Label: Tooth & Nail
Release Date: 11/24/14
Reviewer: Ian Zandi
- Have I Always Loved You?
- I Can Make You Feel Young Again
- Like A Lie
- World Turn
- In Her Arms You Will Never Starve
A few weeks ago, I randomly decided to go hiking in the nearby foothills of Southern California. When I parked my car at the reservation, I browsed my phone to listen to something beautiful to go with the scenery. I was going to settle for listening to some M. Ward until I came across the early stream of Copeland’s Ixora on Spotify. I eagerly downloaded the album (as fast as music can download in the middle of nowhere anyway) and put my earbuds in preparation for an experience.
The album begins with some light harmonizing, acoustic guitar picking, and Aaron Marsh’s unmistakable vocals. This is very typical of the Copeland that we all know and love. About halfway through the song, the voice pitches are tinkered to fade in and out. This is the first sign of the transition of the old Copeland, to the new Copeland that we never knew we wanted. Thanks to an announcement cleverly planned on April Fools, the indie-rock band reunited to bring us this piece of art.

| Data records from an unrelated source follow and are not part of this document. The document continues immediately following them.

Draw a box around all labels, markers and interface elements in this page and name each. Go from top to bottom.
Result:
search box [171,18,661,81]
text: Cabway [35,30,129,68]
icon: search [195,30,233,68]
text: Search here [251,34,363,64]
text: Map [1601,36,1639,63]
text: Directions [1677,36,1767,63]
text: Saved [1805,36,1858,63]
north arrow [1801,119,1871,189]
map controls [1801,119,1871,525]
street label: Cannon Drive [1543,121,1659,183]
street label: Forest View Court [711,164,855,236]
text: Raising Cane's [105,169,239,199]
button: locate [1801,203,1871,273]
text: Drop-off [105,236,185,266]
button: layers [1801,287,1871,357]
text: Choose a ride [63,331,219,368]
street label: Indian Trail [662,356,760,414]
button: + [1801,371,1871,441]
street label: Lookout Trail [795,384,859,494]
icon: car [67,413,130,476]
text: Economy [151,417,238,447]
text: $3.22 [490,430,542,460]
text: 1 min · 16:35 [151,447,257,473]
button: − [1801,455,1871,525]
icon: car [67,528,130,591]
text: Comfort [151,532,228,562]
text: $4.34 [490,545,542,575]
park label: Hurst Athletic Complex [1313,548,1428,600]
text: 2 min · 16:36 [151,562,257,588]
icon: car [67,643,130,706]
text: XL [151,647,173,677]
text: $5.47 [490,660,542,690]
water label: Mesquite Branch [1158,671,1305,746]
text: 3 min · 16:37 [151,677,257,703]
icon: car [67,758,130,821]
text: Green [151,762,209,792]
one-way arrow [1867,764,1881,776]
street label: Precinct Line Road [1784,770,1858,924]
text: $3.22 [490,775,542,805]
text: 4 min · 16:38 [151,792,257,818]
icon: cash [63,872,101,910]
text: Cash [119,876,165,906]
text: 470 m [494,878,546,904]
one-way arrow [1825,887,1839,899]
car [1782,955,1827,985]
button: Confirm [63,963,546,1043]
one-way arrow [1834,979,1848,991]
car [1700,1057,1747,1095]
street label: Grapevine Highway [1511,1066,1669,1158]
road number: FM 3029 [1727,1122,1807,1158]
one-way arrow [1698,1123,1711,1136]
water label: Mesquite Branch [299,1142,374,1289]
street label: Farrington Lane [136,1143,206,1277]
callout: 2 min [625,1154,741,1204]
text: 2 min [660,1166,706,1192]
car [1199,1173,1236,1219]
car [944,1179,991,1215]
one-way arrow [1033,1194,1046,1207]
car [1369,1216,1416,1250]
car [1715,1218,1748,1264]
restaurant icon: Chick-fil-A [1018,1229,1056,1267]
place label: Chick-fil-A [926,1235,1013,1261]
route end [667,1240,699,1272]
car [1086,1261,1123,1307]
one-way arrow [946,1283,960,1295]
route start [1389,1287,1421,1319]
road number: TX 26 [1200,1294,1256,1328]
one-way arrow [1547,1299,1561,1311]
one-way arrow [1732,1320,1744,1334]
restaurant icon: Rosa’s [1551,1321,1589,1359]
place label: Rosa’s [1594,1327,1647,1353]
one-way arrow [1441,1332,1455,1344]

The guitar is an instrument that is often critical to nearly any genre of music. On Ixora, it is used sparingly. Each strum is intentionally placed and textured on top of synths, piano keys, and Marsh’s voice. In fact, every single note feels like it was meant to be there. Even on the second track, “Disjointed”, the song is exactly what the title implies and still manages to feel organized, intentional, and textural. Oddly enough, Ixora was recorded alongside a twin album which remixes all of the tracks with rerecorded instruments. (I have not heard the twin album but I can only imagine how incredible it must be. When played in sync with the original side, it creates a quadraphonic experience.)
Distancing themselves from the angst lyrics of emo-pop, the topics covered on Ixora tend to be mature. Many of the songs are shrouded in lyrical poetry, detailing revival (I Can Make You Feel Young Again), security (In Her Arms You Will Never Starve), and longing (Lavender). Though Copeland previously dabbled in piano rock, the experimental route that have taken gives a lot attention to Aaron Marsh’s vocals. Instead of merely singing the words, his voice is inserted and layered to actually act as an instrument. The band is not planning on doing much touring but I am interested in seeing how these songs would translate live. The following is a bold statement, but I will stand by it 100%. This album has such excellent production on it, that I would consider it one of the best-produced albums that I have ever heard.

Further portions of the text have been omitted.